The ext3 file system decided it was going to roll back the journal by at least fifteen minutes -- FIFTEEN MINUTES -- on the destination partitions. The source partitions, it left alone. So it went ahead and let the deletions happen, but un-did all of the file creations.
I spend some time tracking down what went missing, and it's like 70+ albums.
I check the contents of the decomissioned disks -- nope, none of the files are there. It turns out that all of these files happened to originally live on the disk I reformatted to be my new system disk.
I found about 20 of them on my old DAT backups from two years ago, and was able to restore them. But the rest were all things I'd gotten more recently than that. So now I have to re-rip 50+ CDs. And I can't even find them all: since my Damned Shelves have been full for years, new acquisitions have been sitting scattered in piles on the floor, and apparently some of those piles have gone where the socks in the dryer go. Or something.
Oh but wait, there's more!
Remember that premonition about the checksums? Well guess what. When I copy files from the new "main" MP3 disk to the new "backup" MP3 disk, I find that some of the files don't match. This can't be blamed on the "slow" disk, because it's not even attached to the system at this point. What the hell? I pull both versions of one of the files into Emacs and compare them. They're the same length, but starting a few MB into the file, there are a few bytes that have been changed in non-obvious ways. Oddly, mp3_check reports no MP3 errors in either file, which I guess just means the bytes didn't happen to be diddled in an MPEG header.
So I re-copy them again, and again that works.

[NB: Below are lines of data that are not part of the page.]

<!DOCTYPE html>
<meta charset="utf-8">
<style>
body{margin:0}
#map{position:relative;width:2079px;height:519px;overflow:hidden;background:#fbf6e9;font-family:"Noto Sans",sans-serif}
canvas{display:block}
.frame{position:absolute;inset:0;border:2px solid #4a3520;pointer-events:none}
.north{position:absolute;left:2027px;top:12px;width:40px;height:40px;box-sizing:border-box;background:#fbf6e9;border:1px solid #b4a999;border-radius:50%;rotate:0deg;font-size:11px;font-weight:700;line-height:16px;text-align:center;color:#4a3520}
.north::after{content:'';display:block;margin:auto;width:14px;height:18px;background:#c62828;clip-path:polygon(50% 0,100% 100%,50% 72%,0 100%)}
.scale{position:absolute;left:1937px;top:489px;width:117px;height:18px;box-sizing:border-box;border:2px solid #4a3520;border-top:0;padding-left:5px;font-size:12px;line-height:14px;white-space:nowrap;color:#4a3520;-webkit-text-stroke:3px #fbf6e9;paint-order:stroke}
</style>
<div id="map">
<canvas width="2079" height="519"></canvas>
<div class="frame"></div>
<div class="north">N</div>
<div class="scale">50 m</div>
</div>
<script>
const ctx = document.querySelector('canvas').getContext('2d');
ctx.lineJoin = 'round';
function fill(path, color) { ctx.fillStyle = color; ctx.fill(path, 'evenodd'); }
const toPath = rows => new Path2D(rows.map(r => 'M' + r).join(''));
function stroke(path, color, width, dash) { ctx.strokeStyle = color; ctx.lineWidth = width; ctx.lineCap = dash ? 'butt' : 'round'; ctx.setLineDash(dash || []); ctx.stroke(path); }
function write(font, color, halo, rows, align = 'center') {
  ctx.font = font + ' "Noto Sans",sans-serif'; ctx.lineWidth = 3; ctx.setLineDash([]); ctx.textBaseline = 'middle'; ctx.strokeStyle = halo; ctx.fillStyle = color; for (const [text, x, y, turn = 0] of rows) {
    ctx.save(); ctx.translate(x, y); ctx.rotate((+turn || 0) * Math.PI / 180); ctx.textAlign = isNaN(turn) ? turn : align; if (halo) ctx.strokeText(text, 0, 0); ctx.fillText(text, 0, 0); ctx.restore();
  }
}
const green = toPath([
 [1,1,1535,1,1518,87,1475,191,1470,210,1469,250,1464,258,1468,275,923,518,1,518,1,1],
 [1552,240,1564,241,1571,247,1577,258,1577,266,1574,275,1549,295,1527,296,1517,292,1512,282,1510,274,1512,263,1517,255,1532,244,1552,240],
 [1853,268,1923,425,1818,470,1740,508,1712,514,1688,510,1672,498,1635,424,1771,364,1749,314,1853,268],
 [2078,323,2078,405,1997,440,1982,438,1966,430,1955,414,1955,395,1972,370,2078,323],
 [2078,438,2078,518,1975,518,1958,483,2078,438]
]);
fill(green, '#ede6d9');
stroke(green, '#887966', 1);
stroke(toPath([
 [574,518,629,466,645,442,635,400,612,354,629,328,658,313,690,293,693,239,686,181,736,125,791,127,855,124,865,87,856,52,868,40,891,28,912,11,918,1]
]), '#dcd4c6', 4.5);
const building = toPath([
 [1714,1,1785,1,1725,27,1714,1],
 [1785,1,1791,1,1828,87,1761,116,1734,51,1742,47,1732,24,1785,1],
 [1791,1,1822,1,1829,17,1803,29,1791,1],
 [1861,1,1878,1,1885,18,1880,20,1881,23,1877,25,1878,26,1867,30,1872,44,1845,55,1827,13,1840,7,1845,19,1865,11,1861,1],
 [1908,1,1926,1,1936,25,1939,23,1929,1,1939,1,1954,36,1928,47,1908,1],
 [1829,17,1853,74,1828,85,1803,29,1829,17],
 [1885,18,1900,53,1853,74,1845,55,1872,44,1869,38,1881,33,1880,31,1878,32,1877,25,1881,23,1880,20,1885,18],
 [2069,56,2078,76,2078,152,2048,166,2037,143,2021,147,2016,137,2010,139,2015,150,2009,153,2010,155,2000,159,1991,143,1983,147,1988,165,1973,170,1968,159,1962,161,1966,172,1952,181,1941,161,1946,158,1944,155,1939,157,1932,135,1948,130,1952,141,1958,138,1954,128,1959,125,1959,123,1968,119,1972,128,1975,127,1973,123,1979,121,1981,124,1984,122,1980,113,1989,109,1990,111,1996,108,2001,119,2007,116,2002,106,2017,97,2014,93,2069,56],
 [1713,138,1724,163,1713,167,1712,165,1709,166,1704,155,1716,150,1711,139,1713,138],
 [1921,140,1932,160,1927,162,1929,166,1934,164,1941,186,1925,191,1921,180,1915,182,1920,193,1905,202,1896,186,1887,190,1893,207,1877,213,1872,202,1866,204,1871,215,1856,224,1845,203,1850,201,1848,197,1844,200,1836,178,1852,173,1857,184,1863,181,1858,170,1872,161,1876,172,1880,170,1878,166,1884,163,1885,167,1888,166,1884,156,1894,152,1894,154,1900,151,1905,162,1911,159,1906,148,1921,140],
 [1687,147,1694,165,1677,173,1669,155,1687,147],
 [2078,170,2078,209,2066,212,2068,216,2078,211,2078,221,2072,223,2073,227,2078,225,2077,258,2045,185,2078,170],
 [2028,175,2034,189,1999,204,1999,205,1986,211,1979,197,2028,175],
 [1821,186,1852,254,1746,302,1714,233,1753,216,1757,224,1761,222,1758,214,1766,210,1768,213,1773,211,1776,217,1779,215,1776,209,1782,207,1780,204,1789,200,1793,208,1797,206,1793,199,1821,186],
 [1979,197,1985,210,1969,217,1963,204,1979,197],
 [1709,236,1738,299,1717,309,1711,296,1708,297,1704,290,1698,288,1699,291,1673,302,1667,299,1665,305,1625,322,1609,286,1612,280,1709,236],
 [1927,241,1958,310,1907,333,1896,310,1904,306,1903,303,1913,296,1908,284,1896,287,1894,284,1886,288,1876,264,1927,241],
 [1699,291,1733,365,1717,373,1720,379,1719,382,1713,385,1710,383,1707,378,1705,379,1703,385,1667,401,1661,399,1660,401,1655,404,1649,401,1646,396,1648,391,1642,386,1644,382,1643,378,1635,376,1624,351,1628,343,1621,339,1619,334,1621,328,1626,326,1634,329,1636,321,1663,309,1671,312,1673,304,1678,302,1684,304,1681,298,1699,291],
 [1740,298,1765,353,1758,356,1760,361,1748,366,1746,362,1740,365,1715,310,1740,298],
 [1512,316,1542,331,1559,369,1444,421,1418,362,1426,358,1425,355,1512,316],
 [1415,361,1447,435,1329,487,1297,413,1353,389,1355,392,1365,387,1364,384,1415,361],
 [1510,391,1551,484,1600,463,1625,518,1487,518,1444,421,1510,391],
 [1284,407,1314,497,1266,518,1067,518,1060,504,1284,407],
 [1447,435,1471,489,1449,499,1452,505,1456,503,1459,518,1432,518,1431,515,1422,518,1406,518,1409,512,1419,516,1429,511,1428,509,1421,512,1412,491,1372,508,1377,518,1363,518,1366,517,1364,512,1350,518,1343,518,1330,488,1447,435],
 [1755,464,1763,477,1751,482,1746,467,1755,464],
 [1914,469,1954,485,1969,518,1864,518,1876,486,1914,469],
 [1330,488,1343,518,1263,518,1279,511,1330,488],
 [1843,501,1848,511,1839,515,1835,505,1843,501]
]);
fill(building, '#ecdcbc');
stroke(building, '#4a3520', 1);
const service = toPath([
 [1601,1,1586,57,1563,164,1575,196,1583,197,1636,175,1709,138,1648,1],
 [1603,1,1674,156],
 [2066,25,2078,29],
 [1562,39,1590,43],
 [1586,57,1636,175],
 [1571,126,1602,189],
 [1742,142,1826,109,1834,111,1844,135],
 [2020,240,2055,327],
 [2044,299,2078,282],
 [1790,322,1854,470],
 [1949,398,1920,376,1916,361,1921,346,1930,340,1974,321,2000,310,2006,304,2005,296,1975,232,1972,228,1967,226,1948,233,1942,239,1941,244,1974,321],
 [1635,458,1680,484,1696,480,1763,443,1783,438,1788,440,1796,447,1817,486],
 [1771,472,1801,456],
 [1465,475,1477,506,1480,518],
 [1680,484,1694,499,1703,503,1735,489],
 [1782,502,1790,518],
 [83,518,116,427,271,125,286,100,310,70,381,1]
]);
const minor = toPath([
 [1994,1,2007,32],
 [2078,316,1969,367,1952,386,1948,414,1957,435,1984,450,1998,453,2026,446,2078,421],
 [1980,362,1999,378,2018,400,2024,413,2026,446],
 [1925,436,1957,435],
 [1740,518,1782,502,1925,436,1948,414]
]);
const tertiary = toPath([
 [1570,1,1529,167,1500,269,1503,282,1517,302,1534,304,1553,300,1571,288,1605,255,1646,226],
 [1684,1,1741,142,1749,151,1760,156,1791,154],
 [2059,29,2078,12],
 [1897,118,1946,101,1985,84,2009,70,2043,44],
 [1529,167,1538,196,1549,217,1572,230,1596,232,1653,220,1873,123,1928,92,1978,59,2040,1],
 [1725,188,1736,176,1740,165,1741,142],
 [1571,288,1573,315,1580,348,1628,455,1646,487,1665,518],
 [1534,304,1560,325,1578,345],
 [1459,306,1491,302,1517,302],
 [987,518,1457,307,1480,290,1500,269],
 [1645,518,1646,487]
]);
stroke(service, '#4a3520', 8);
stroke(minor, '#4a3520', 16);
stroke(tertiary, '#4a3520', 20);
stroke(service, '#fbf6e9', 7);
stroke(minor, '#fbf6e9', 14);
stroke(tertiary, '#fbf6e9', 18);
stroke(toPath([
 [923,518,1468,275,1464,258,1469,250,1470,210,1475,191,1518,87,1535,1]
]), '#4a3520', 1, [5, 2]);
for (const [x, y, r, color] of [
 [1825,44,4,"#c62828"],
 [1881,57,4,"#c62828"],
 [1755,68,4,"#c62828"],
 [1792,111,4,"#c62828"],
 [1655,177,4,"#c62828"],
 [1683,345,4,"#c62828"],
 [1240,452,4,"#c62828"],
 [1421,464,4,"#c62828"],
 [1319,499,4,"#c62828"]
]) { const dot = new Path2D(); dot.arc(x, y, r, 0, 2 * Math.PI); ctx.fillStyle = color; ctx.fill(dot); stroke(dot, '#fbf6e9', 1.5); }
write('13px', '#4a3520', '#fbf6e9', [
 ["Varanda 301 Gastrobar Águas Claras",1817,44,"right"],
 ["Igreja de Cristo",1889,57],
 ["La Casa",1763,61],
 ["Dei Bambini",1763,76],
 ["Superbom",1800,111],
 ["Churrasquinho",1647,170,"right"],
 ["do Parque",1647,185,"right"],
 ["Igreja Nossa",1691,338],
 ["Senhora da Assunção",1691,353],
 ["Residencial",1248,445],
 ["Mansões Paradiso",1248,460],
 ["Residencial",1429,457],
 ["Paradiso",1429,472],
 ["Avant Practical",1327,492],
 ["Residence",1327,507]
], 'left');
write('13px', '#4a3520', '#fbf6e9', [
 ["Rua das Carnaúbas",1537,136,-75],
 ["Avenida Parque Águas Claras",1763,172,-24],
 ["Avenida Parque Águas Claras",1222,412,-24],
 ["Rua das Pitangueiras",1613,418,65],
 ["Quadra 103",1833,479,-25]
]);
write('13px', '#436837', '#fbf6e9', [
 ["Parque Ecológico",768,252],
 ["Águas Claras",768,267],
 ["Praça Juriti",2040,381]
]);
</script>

Since then, I've seen this same kind of file corruption when moving files from partition to partition within the same disk, on both of the new disks. Let's recap:
- brand new disks, two different vendors (IBM, Western Digital)
- brand new IDE cables
- latest stable kernel, 2.4.19
- recently ran "memtest86 3.0" to verify my RAM
- failures seen between two partitions both on the IBM disk
- failures seen between two partitions both on the WD disk
So that sounds like either: ext3 is a way flakier file system than it can believably be, given how widely deployed it is; or, my mobo's IDE controller has lost its mind; or, there's some mysterious white-hole source of cosmic rays under my desk, flipping bits willy-nilly.
Someone said they had seen this kind of thing when slow disks were being used on a fast bus, but I'm pretty sure these disks are way faster than my bus. And my bus may even be running slower than it should be. I don't remember what mobo is in this machine, and I don't want to take it apart again to look, but syslog says
- ide: Assuming 33MHz system bus speed for PIO modes; override with idebus=xx
So the disks are probably running at like, 1/4th the speed they're capable of? That sounds like it ought to be pretty fucking safe.
So, after all this, I've been disabused of the fantasy that I don't need to back up to DAT any more, and my machine is now sitting here making the harmonizing rackets of ripping CDs and writing DATs at the same time. I'm going to be doing this for at least another week.
I really fucking hate computers. I just want an appliance that works.